───── PROVIDED RECORDS

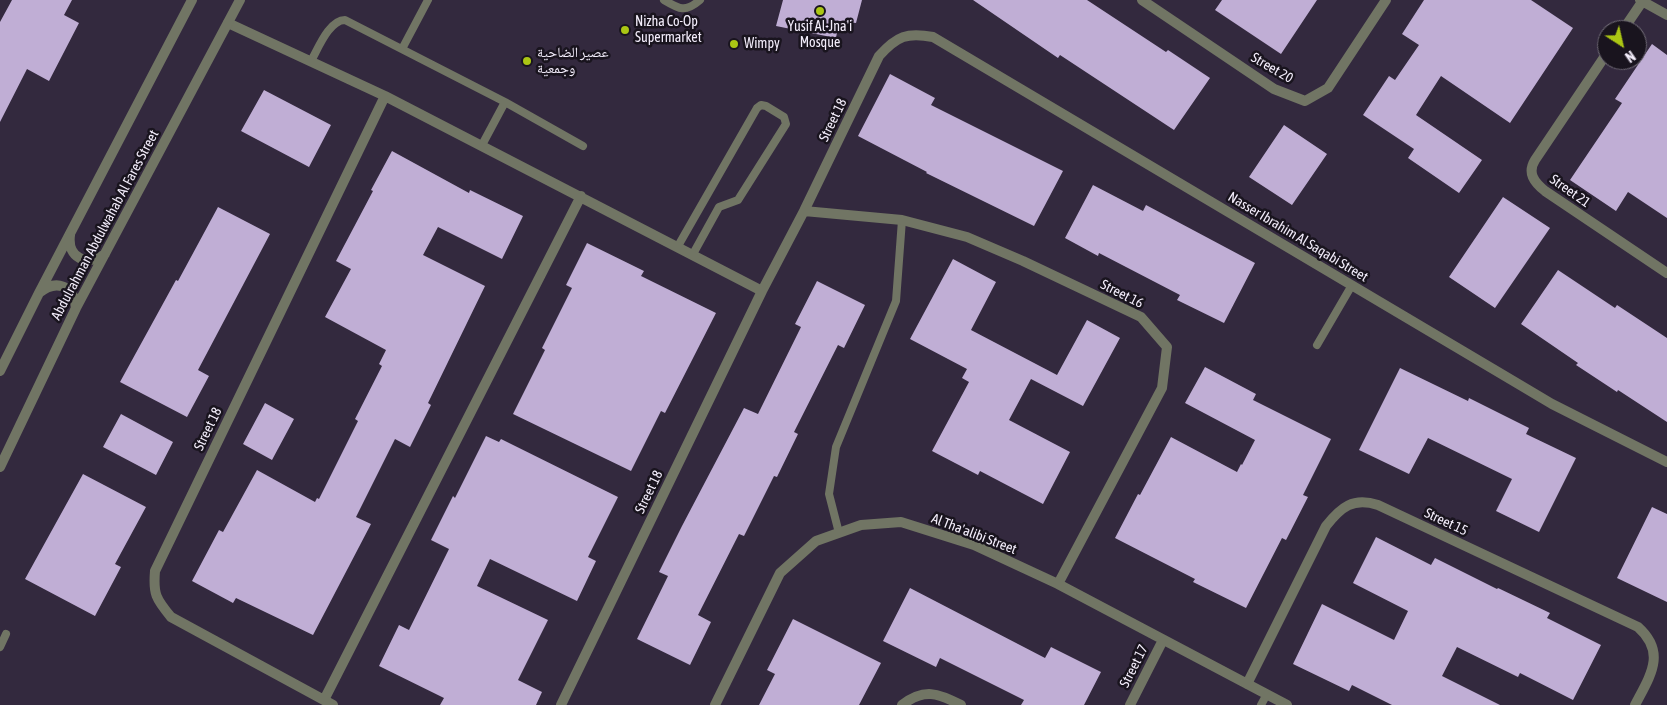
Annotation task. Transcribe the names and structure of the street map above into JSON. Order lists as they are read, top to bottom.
{
  "streets": {
    "street": [
      "Street 20",
      "Street 18",
      "Street 21",
      "Abdulrahman Abdulwahab Al Fares Street",
      "Nasser Ibrahim Al Saqabi Street",
      "Street 16",
      "Street 15",
      "Al Tha'alibi Street",
      "Street 17"
    ]
  },
  "crossings": [
    ["Street 18", "Nasser Ibrahim Al Saqabi Street"],
    ["Street 18", "Street 16"],
    ["Street 16", "Al Tha'alibi Street"],
    ["Street 15", "Al Tha'alibi Street"],
    ["Al Tha'alibi Street", "Street 17"]
  ],
  "places": [
    "Yusif Al-Jna'i Mosque",
    "Nizha Co-Op Supermarket",
    "Wimpy",
    "عصير الضاحية وجمعية"
  ],
  "north": "bottom right"
}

──────────

*PROBLEM DETAILS*. Restate the listing word for word and drop the pictures.

*REPLY TO THE TASK*.
Annotation task. Transcribe the names and structure of the street map above into JSON. Order lists as they are read, top to bottom.
{
  "streets": {
    "street": [
      "Street 20",
      "Street 18",
      "Street 21",
      "Abdulrahman Abdulwahab Al Fares Street",
      "Nasser Ibrahim Al Saqabi Street",
      "Street 16",
      "Street 15",
      "Al Tha'alibi Street",
      "Street 17"
    ]
  },
  "crossings": [
    ["Street 18", "Nasser Ibrahim Al Saqabi Street"],
    ["Street 18", "Street 16"],
    ["Street 16", "Al Tha'alibi Street"],
    ["Street 15", "Al Tha'alibi Street"],
    ["Al Tha'alibi Street", "Street 17"]
  ],
  "places": [
    "Yusif Al-Jna'i Mosque",
    "Nizha Co-Op Supermarket",
    "Wimpy",
    "عصير الضاحية وجمعية"
  ],
  "north": "bottom right"
}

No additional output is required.